DP: Regular Expression Matching

Dynamic programming is a technique for solving problems by breaking them down into smaller sub-problems and solving each subproblem only once.

Example of Regular Expression Matching

A problem from Leetcode 10:
You are given a string s and a pattern p, implement regular expression matching with support for ‘.’ and ’*’ where:

‘.’ Matches any single character. ’*’ Matches zero or more of the preceding element. The matching should cover the entire input string (not partial).

s = "abcabc"    
p1 = ".*c"    
p2 = ".*d"

1. DP Table

Look at the following case.

Case 1

p1 is valid if we have a table like this:
we can see that the last cell is T, so p1 is valid.

		.	*	c
	T	F	T	F
a	F	T	T	F
b	F	F	T	F
c	F	F	T	T
a	F	F	T	F
b	F	F	T	F
c	F	F	T	T

The table is the match result of s[0:i] and p[0:j],
so the last cell is the match result of s[0:6](the entire string) and p[0:3](the entire pattern). If the result is T, then the entire string matches the entire pattern.

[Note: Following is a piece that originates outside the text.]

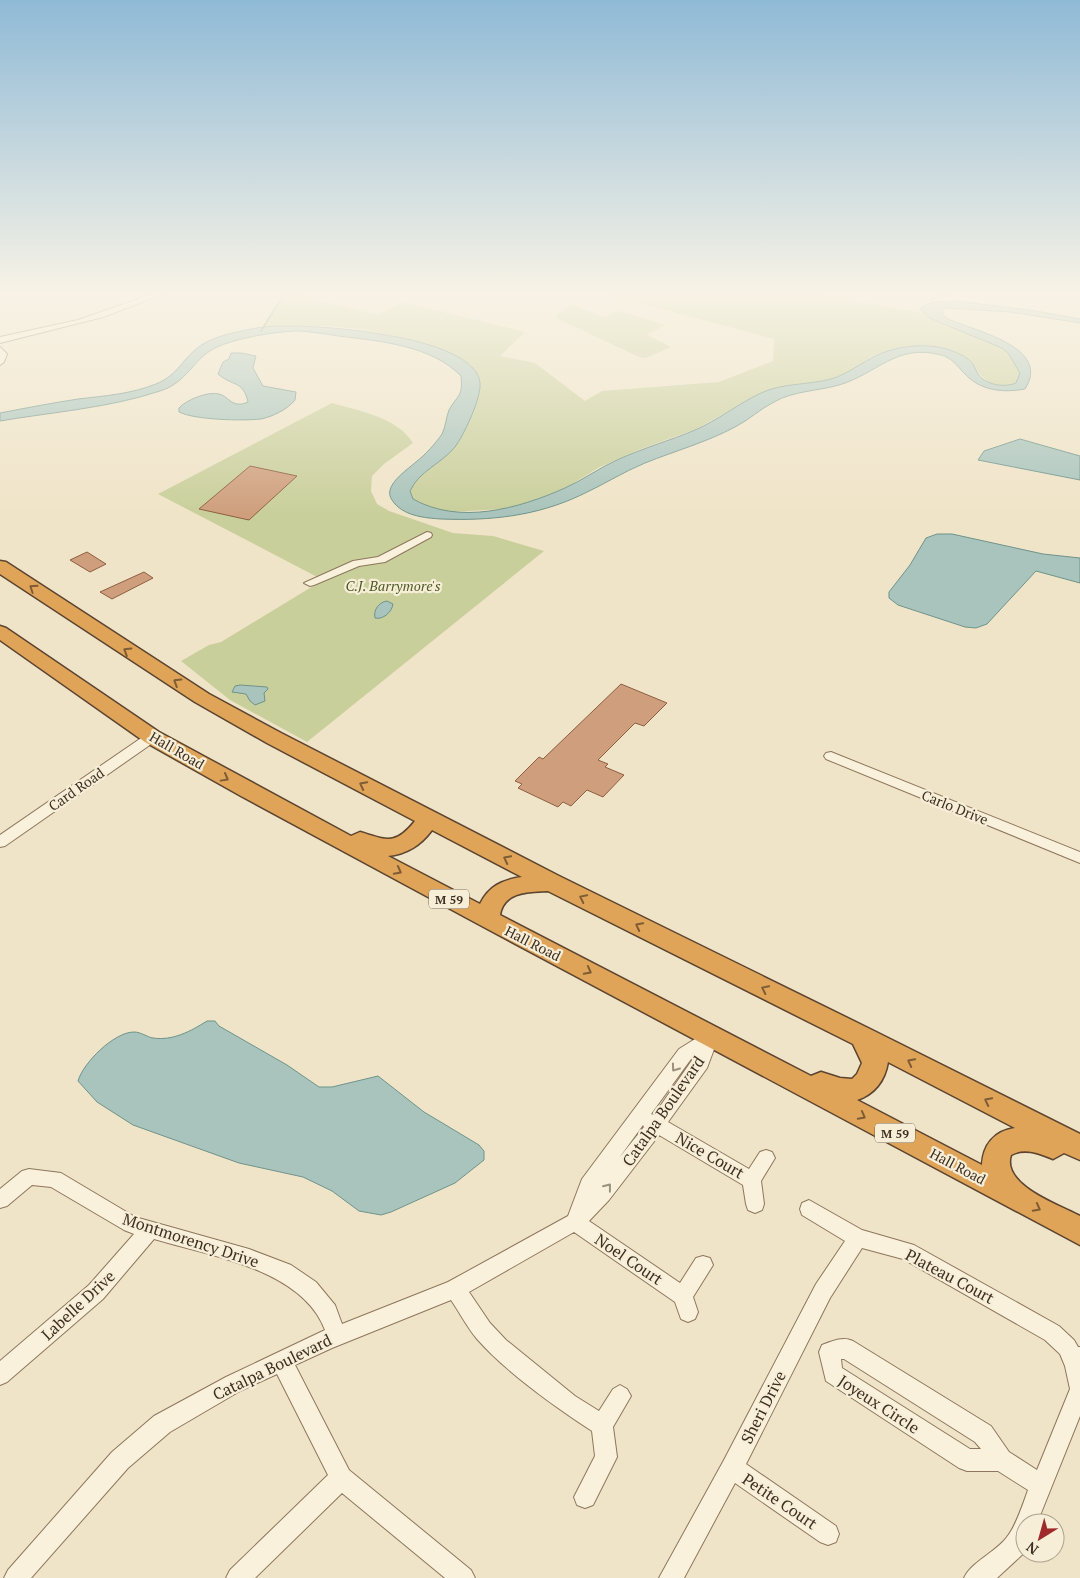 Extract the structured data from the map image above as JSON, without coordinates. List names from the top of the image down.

How does each cell is calculated?

the last cell, p[:3] matches s[:6], also p[:2] matches s[:5]
it is now a dp problem, the cell’s value is the match result of p[:i] and s[:j] and the match result of p[:i-1] and s[:j-1],meaning both should be T.

Case 2

Now look at an invalid case:

p2 is invalid because .* can match abcab but d cannot match c

		.	*	d
	T	F	T	F
a	F	T	T	F
b	F	F	T	F
c	F	F	T	F
a	F	F	T	F
b	F	F	T	F
c	F	F	T	F

Look at the last cell, p[:3] matches s[:6], but p[2] does not match s[5], so the last cell is F.

2. Formula Derivation

Two rules

we can compare single character of the string s[i] with 1 or 2 characters of the pattern p[j],p[j-2]....,
we can query the previous results from the DP table dp[i-1][j-1], dp[i][j-2], dp[i-1][j].

The flow

The diagramm below shows how can we calculate the match result of s[0...i] and p[0...j].

Now the formula seems to be: \[ \text{dp}[i][j] = \begin{cases} \text{true} & \text{if } p[i] \neq '*' \land s[i] \text{ matches } p[j] \land \text{dp}[i-1][j-1] = \text{true} \\ \text{true} & \text{if } p[i] = '*' \land dp[i][j-2] = \text{true} \\ \text{true} & \text{if } p[i] = '*' \land s[i] \text{ matches } p[j-1] \land \text{dp}[i-1][j-2] = \text{true} \\ \text{true} & \text{if } p[i] = '*' \land s[i] \text{ matches } p[j-1] \land \text{dp}[i-1][j] = \text{true} \\ \text{false} & \text{otherwise} \end{cases} \]

3. Code Example

Please not that in the code, when we retrieve character from the string or pattern, we need to use s[i-1] and p[j-1] instead of s[i] and p[j] as the index of the string and pattern is 0-based.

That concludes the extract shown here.